#### Work request
The count of lines with the string "between" in the material is all that should be returned.

◇ ◇ ◇

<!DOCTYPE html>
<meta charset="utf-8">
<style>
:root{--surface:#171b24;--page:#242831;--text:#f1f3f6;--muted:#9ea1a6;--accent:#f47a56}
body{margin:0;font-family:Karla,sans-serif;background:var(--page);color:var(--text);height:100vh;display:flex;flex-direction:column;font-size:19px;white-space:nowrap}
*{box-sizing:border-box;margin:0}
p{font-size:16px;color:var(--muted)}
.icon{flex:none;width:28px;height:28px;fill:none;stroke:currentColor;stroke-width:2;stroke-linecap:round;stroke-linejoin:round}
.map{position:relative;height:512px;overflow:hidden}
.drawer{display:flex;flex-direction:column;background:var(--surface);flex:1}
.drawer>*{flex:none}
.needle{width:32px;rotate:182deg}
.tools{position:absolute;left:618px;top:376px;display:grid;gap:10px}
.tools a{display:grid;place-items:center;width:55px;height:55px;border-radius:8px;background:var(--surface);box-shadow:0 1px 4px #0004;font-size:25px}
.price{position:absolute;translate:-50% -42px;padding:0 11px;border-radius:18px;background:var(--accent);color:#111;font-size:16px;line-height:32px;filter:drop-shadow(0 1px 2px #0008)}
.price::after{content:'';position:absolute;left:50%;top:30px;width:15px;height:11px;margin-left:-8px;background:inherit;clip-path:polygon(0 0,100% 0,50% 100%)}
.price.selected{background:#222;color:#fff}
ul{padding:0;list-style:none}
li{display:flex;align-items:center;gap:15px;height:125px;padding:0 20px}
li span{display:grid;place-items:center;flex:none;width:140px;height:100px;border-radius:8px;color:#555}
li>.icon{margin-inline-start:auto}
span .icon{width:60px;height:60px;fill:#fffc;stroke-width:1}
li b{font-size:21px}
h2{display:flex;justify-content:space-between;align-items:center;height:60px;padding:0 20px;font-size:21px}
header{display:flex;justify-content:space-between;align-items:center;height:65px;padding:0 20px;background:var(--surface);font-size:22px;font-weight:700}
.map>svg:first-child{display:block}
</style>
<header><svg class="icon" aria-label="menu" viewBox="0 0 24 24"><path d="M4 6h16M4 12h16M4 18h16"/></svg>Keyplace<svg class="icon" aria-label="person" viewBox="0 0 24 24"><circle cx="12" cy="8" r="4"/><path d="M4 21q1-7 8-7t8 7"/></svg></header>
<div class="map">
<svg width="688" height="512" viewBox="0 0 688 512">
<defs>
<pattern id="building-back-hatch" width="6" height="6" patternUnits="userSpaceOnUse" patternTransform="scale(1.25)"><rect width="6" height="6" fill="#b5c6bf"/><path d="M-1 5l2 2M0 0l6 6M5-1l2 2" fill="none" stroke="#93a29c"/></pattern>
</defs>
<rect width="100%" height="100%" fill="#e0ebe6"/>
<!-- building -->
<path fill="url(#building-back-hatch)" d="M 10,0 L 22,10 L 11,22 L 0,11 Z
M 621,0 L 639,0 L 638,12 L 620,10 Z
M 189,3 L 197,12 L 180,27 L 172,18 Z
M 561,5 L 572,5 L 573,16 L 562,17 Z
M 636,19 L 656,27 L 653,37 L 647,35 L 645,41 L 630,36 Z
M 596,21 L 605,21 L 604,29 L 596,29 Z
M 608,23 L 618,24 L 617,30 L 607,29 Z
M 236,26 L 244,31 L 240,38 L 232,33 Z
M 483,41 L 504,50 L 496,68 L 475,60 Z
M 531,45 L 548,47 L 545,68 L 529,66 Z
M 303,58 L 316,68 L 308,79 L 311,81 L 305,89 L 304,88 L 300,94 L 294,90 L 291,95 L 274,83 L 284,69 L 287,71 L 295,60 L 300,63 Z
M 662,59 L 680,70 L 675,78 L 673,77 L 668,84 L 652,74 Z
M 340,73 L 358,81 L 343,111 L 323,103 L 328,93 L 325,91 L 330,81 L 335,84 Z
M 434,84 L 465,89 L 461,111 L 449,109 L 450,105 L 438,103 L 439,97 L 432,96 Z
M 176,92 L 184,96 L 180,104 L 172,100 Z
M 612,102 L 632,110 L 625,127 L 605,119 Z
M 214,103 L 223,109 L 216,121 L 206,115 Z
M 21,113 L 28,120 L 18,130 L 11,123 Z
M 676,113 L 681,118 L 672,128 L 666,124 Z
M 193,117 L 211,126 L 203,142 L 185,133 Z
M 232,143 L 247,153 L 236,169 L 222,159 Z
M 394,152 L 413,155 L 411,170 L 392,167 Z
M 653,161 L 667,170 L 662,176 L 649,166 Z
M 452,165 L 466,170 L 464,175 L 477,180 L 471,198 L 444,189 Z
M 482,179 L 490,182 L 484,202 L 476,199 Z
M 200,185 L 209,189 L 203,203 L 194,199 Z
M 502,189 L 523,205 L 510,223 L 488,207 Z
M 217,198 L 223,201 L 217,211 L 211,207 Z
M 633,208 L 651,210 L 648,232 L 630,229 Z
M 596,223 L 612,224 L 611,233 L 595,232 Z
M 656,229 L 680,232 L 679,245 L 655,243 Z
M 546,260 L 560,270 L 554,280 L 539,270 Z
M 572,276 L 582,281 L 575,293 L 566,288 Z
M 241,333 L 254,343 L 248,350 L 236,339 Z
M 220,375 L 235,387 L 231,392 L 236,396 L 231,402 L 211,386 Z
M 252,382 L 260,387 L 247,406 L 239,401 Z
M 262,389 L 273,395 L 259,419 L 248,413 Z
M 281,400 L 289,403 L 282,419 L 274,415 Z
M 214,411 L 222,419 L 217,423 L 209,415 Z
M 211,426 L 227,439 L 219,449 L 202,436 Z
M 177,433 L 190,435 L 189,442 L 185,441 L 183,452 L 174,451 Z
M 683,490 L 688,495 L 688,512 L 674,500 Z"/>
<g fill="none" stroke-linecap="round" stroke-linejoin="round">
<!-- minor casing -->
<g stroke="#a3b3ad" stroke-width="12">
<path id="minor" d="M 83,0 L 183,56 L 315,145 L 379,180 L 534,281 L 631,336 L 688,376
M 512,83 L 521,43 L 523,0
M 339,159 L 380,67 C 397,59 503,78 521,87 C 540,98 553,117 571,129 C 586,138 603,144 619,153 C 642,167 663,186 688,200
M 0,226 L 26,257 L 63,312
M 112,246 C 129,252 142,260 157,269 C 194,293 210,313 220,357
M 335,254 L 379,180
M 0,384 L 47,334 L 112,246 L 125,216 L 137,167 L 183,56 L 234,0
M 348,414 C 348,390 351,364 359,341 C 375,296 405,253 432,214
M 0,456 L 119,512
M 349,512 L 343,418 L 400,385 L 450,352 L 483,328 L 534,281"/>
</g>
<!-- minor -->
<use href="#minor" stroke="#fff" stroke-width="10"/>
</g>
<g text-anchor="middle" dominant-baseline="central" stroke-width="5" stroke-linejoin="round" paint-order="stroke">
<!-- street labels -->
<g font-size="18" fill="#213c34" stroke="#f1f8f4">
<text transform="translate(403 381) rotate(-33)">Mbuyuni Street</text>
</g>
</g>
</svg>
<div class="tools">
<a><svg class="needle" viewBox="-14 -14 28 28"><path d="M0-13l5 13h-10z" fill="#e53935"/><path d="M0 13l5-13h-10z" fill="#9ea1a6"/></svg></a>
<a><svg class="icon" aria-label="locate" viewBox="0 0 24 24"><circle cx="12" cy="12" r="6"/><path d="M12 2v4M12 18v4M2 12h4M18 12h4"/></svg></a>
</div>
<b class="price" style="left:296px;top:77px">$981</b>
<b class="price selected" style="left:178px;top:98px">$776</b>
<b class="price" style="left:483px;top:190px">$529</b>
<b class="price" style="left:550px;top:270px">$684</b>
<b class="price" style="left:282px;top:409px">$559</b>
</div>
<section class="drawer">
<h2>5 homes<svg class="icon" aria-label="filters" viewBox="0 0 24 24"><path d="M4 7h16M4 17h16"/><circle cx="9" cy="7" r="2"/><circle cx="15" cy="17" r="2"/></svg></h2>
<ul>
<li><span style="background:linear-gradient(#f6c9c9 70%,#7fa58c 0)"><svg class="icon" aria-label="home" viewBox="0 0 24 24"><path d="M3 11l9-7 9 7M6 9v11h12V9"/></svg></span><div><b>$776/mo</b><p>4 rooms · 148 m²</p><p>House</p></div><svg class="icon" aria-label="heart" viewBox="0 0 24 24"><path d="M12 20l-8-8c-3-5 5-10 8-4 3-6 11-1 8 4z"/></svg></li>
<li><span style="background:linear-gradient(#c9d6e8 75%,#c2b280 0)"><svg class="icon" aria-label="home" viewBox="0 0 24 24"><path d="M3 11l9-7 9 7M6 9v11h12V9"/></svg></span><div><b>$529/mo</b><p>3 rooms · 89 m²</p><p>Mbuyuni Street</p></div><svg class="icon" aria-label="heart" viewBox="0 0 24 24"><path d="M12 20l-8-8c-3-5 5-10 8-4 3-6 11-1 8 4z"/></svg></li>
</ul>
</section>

◇ ◇ ◇

#### Answer
2